Andrew Scott-149650 SSC Enthusiast Points: 172 More actions · Answer 1

You are already using the 3 disks with the single mdf file, the file will be striped with parity across the three disks, having 3 files will not mean that each file will sit on an independant disk they two will be stipped with parity accross the 3 disks. If you want to split the database up so different files exist on different disks you will need to use more disks and have 3 Raid 5 arrays each with a minimum of 3 disks.

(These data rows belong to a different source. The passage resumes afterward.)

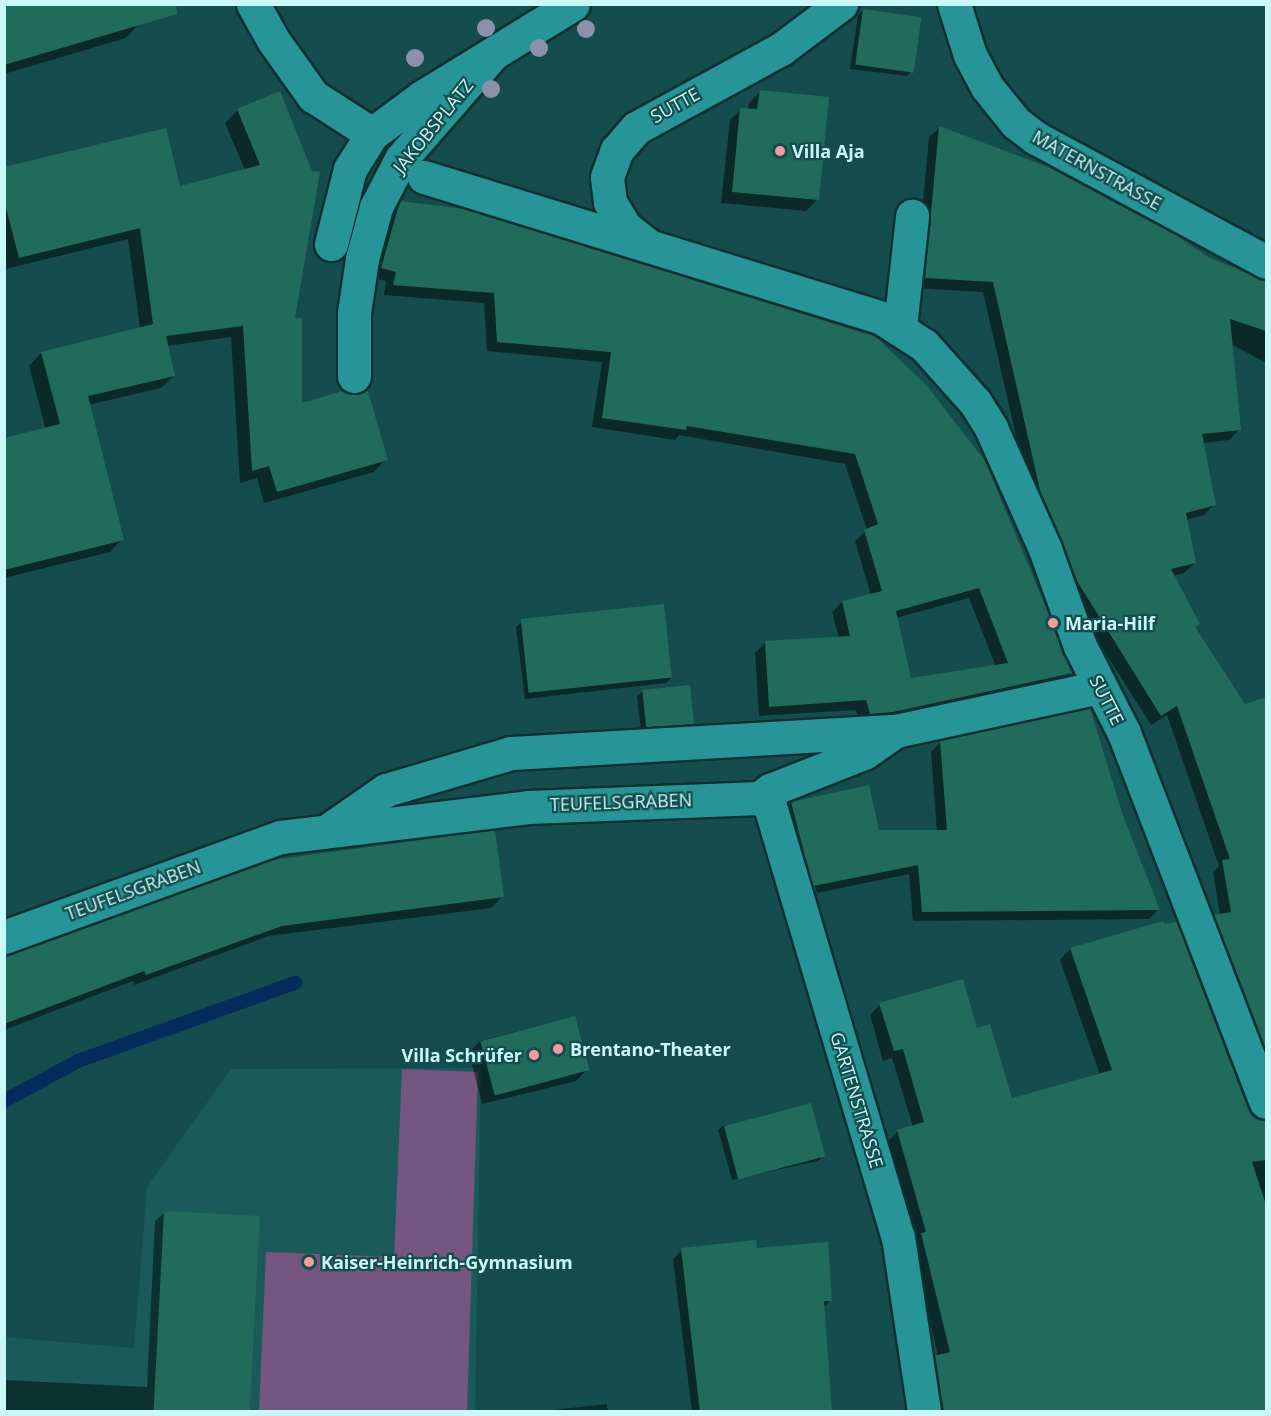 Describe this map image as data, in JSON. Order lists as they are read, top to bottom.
{
  "streets": {
    "street": [
      "SUTTE",
      "JAKOBSPLATZ",
      "MATERNSTRASSE",
      "TEUFELSGRABEN",
      "GARTENSTRASSE"
    ]
  },
  "crossings": [
    ["SUTTE", "TEUFELSGRABEN"],
    ["TEUFELSGRABEN", "GARTENSTRASSE"]
  ],
  "places": [
    "Villa Aja",
    "Maria-Hilf",
    "Brentano-Theater",
    "Villa Schrüfer",
    "Kaiser-Heinrich-Gymnasium"
  ]
} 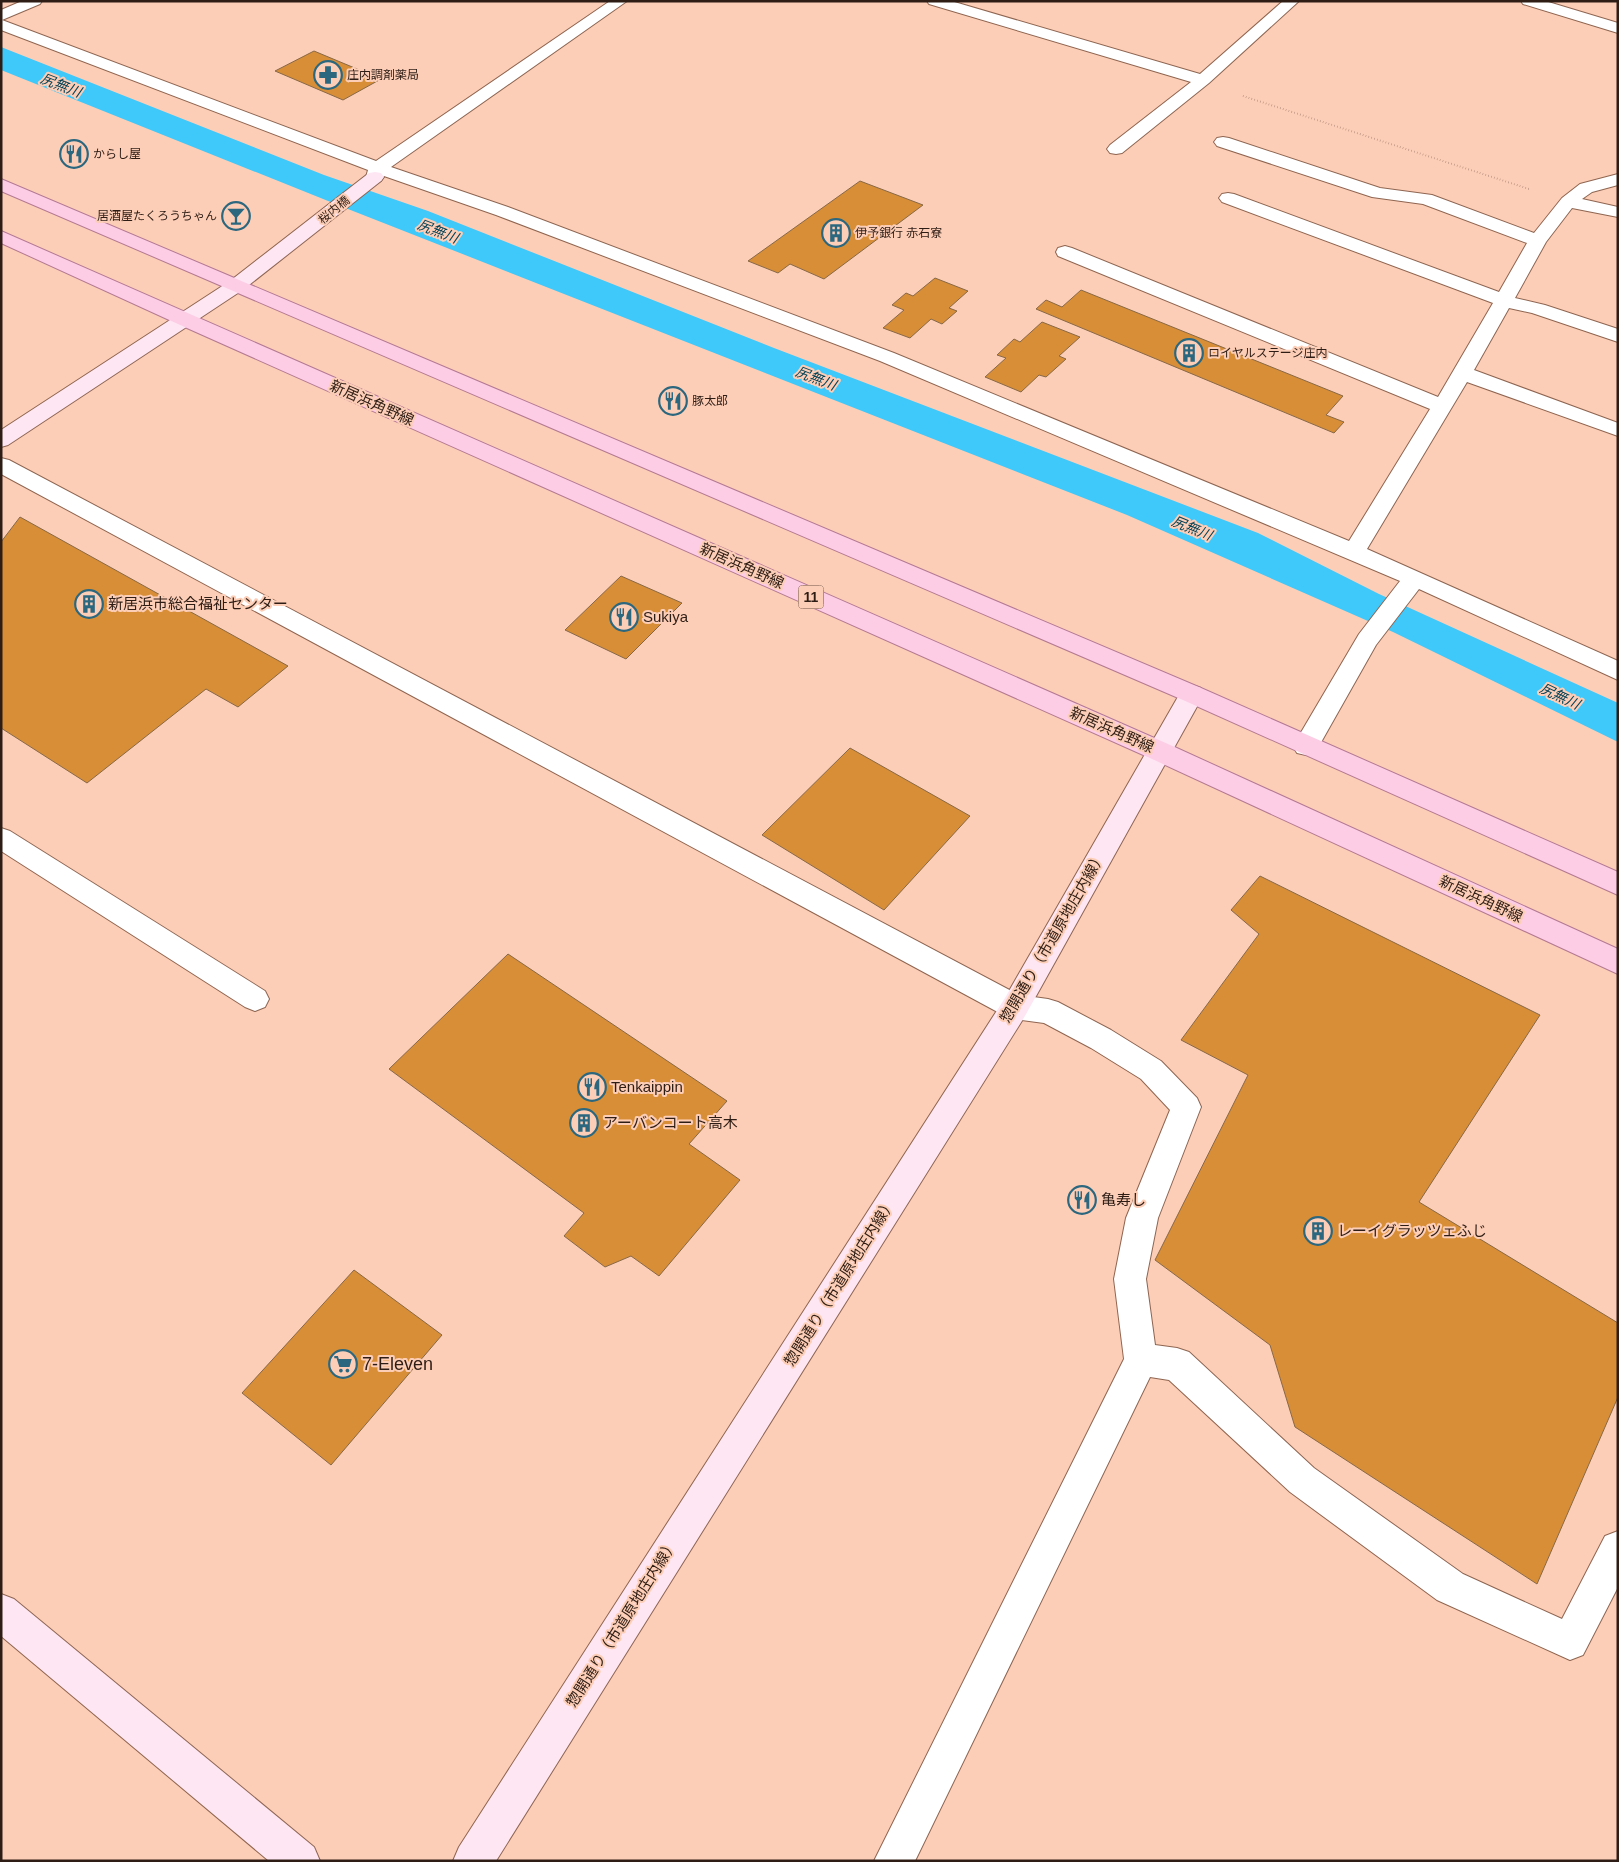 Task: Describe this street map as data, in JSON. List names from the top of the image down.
{
  "streets": {
    "main road": ["新居浜角野線", "11"],
    "street": ["桜内橋", "惣開通り（市道原地庄内線）"]
  },
  "crossings": [
    ["桜内橋", "新居浜角野線"],
    ["新居浜角野線", "惣開通り（市道原地庄内線）"]
  ],
  "water": ["尻無川"],
  "places": {
    "pharmacy": ["庄内調剤薬局"],
    "restaurant": [
      "からし屋",
      "豚太郎",
      "Sukiya",
      "Tenkaippin",
      "亀寿し"
    ],
    "bar": ["居酒屋たくろうちゃん"],
    "building": [
      "伊予銀行 赤石寮",
      "ロイヤルステージ庄内",
      "新居浜市総合福祉センター",
      "アーバンコート高木",
      "レーイグラッツェふじ"
    ],
    "supermarket": ["7-Eleven"]
  }
}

Dan Barber SSC Enthusiast Points: 124 More actions · Answer 2

I have been told that if you have 3 disks in your raid array it is best for performance to have a database file per disk in your array as then in my case you can have 3 simultaneous threads running instead of only 1. With only one file, it can only be accessed by one person at one time. Having three files would allow 3 people access to the same information all at the same time. Is this not correct?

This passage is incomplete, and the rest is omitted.